Most of our work over the years has focused on T cells. T cells are amongst the cells which recognize that an infection is occurring in the body. They accomplish this in an unexpected way, by reacting with fragments of the infection bound to special proteins of the body, the MHC proteins. We are trying to find out how T cells learn to react in this way. We are also interested in the ways in which T cells are prevented from attacking MHC proteins bound to fragments of their own host. In most people such attack is efficiently avoided. However, in some individuals T cells do react in this way, and this event causes autoimmune diseases such as rheumatoid arthritis and juvenile diabetes. However we do also study B cells, in particular a previously under investigated type of B cell (ABC) we first found in elderly female mice, but which has also been found by others and ourselves in women and mice with autoimmune diseases and in mice and humans with various infections including SARS-CoV-2. In mice these cells are important producers of autoantibodies and antibodies that efficiently get rid of virus infections. However, although they can produce autoantibodies in humans, their significance in infections is not currently known.

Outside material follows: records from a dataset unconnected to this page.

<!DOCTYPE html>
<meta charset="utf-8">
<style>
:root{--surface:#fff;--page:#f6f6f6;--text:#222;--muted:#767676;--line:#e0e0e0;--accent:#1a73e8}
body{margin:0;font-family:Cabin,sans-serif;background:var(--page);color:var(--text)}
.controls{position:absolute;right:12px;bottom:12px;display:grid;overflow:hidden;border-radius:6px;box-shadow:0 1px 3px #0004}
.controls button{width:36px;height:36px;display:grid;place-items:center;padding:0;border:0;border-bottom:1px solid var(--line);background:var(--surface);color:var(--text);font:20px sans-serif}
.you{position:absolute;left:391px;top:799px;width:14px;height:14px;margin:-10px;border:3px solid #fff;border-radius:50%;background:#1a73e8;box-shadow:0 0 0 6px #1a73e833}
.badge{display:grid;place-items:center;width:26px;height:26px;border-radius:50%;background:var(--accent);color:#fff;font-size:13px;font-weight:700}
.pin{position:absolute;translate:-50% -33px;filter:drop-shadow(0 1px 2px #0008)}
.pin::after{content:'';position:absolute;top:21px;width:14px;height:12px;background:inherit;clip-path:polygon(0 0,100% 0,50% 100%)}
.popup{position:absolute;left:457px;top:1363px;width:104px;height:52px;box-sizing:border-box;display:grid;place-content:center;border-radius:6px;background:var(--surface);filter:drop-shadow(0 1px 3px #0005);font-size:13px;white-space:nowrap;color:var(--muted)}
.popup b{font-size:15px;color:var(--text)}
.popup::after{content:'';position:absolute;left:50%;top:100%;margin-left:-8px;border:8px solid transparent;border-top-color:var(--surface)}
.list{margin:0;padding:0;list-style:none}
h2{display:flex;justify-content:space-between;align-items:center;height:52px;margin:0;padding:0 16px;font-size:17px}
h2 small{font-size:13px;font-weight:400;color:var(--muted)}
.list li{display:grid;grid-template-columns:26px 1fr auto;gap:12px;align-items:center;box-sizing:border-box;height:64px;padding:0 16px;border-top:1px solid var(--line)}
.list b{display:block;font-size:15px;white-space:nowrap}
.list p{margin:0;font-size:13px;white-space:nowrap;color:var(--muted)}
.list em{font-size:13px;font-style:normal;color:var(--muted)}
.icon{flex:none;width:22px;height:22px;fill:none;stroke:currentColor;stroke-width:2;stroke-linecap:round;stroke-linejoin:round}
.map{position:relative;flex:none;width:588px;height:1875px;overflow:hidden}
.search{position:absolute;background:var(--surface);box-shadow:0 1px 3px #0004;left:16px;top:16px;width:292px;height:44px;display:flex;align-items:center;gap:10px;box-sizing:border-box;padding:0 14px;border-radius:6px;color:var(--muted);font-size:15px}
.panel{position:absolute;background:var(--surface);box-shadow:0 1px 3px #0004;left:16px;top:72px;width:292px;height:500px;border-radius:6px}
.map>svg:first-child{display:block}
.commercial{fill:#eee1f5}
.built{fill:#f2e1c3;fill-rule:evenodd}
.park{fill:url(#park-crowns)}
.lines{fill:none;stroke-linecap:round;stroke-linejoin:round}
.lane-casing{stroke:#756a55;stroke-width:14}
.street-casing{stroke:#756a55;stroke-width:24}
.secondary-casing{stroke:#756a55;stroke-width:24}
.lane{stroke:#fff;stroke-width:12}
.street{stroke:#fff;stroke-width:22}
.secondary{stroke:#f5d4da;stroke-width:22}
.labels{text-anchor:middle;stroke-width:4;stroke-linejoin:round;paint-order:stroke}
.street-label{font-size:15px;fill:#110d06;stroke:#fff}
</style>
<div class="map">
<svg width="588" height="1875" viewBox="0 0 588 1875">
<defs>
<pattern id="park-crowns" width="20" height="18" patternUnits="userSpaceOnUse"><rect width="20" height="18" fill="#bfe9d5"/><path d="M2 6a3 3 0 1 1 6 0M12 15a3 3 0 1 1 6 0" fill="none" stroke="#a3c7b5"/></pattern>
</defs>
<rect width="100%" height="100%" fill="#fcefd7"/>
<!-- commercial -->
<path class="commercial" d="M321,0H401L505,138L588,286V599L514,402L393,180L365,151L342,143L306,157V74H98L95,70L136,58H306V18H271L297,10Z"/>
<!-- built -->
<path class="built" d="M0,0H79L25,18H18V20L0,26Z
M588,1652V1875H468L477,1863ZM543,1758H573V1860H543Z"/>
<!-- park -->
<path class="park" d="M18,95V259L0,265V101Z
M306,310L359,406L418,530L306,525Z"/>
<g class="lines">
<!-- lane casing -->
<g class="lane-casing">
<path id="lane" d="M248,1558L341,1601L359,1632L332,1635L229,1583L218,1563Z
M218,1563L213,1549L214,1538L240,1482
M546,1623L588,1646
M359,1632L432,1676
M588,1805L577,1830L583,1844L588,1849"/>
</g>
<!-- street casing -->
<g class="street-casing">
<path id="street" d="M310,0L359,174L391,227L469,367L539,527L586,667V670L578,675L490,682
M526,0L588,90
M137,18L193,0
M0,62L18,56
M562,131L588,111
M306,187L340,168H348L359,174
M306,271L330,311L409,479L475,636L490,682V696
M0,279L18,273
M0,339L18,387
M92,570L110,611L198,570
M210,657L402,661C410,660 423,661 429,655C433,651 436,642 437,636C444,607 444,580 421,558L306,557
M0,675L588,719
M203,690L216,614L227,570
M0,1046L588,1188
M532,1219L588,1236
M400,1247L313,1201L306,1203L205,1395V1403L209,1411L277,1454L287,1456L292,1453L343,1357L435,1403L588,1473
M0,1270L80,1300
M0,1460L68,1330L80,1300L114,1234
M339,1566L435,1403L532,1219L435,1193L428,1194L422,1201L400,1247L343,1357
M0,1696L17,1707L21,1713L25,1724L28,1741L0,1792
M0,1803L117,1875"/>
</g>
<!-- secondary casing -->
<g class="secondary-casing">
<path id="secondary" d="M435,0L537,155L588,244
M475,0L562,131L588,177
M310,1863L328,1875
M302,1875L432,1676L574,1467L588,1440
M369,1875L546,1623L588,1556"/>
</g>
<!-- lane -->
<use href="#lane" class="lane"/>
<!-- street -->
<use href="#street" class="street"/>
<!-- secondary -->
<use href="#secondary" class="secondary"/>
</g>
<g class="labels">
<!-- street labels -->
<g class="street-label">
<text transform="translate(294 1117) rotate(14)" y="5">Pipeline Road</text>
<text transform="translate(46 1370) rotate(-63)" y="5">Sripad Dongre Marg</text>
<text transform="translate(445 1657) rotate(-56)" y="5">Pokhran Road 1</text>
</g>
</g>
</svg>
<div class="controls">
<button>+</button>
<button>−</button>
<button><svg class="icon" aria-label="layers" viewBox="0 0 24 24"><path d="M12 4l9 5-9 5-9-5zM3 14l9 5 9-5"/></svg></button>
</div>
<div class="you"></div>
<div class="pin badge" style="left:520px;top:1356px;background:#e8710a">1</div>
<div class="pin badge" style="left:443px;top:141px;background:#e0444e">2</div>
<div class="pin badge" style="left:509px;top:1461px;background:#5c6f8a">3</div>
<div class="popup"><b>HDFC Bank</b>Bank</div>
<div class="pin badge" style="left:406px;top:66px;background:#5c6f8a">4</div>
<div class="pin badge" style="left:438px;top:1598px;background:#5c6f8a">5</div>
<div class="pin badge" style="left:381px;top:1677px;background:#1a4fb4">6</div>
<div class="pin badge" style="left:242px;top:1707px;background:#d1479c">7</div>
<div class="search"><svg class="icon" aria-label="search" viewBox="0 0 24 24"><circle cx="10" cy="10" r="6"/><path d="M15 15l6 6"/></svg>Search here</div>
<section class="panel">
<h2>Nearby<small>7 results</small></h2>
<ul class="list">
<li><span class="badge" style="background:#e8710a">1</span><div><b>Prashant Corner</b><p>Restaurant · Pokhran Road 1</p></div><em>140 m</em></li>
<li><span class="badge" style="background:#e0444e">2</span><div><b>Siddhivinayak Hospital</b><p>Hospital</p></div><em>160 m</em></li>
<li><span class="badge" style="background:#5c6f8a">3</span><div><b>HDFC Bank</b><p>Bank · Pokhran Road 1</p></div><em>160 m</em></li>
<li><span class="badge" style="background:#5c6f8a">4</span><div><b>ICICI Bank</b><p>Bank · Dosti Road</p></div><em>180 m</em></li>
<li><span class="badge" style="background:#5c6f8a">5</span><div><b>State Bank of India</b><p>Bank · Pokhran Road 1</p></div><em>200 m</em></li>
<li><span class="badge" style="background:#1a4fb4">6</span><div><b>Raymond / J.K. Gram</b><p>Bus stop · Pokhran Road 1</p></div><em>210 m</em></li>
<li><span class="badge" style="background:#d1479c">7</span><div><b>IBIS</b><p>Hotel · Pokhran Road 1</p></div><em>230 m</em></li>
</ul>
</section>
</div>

Katja Aviszus, PhD, Senior Researcher
ABCs (age associated B cells) are a subtype of B cells that were originally identified in elderly female mice. Since their discovery in mice, ABCs have also been discovered in humans. We and others have found ABCs in patients with autoimmune diseases, virus infections, and even specific cancers. At the moment, I am focusing on these cells suffering from virus infections or cancer. In collaboration with the lab of Dr. Robinson at the University of Colorado Anschutz Medical Center, I am investigating ABCs in patients with Melanoma. With the Liu and Zhang labs in our department and physicians at National Jewish, I am looking at ABCs in COVID patients. As SARS CoV-2 has been reported to lead to autoimmune side effects, our research with ABCs is coming full circle.
Alex Brown, Graduate Student
I study how the T cell receptor repertoire of murine αβ T cells is influenced by particular MHC alleles. We believe this work can deliver important insights into understanding genetic susceptibility to developing various autoimmune diseases. Successful completion of this work will lead to new bioinformatic tools and a new high-throughput platform to sequence paired TCRαβ chains, which could be useful to many researchers.